*** Block opens ***

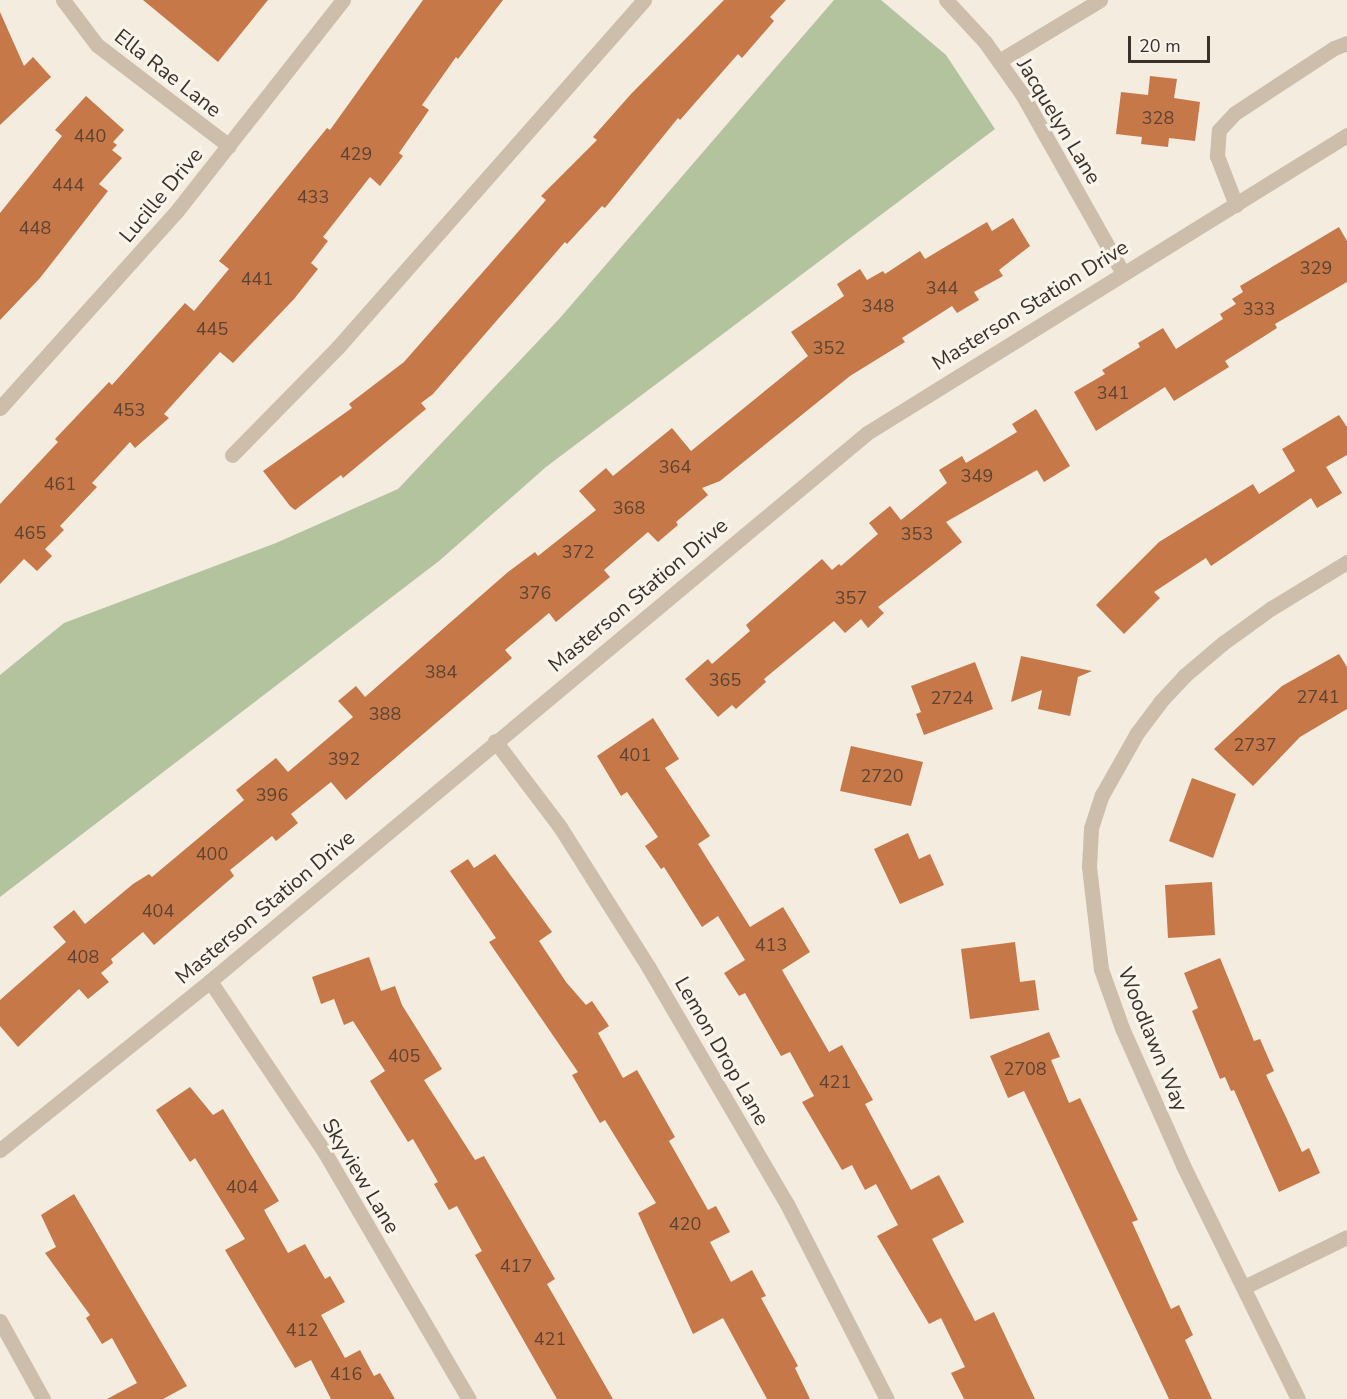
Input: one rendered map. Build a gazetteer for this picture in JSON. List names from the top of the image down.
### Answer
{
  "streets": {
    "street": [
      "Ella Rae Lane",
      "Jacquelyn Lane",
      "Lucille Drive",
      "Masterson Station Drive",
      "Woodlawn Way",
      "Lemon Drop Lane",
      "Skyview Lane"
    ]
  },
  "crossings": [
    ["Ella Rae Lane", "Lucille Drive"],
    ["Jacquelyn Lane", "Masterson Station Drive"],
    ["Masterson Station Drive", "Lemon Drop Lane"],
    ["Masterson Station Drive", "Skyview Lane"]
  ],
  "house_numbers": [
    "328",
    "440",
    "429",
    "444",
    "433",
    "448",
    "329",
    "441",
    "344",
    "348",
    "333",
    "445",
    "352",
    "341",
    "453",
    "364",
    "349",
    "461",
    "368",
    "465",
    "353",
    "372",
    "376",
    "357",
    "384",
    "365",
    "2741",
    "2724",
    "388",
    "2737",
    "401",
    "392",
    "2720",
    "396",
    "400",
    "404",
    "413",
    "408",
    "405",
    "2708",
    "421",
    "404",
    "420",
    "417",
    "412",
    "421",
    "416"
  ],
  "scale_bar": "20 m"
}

*** Block closes ***

DIRECTIONS FOR THIS TASK:
Scan the material above for lines holding the string "Lane" and copy those lines.

EXERCISE OUTPUT:
      "Ella Rae Lane",
      "Jacquelyn Lane",
      "Lemon Drop Lane",
      "Skyview Lane"
    ["Ella Rae Lane", "Lucille Drive"],
    ["Jacquelyn Lane", "Masterson Station Drive"],
    ["Masterson Station Drive", "Lemon Drop Lane"],
    ["Masterson Station Drive", "Skyview Lane"]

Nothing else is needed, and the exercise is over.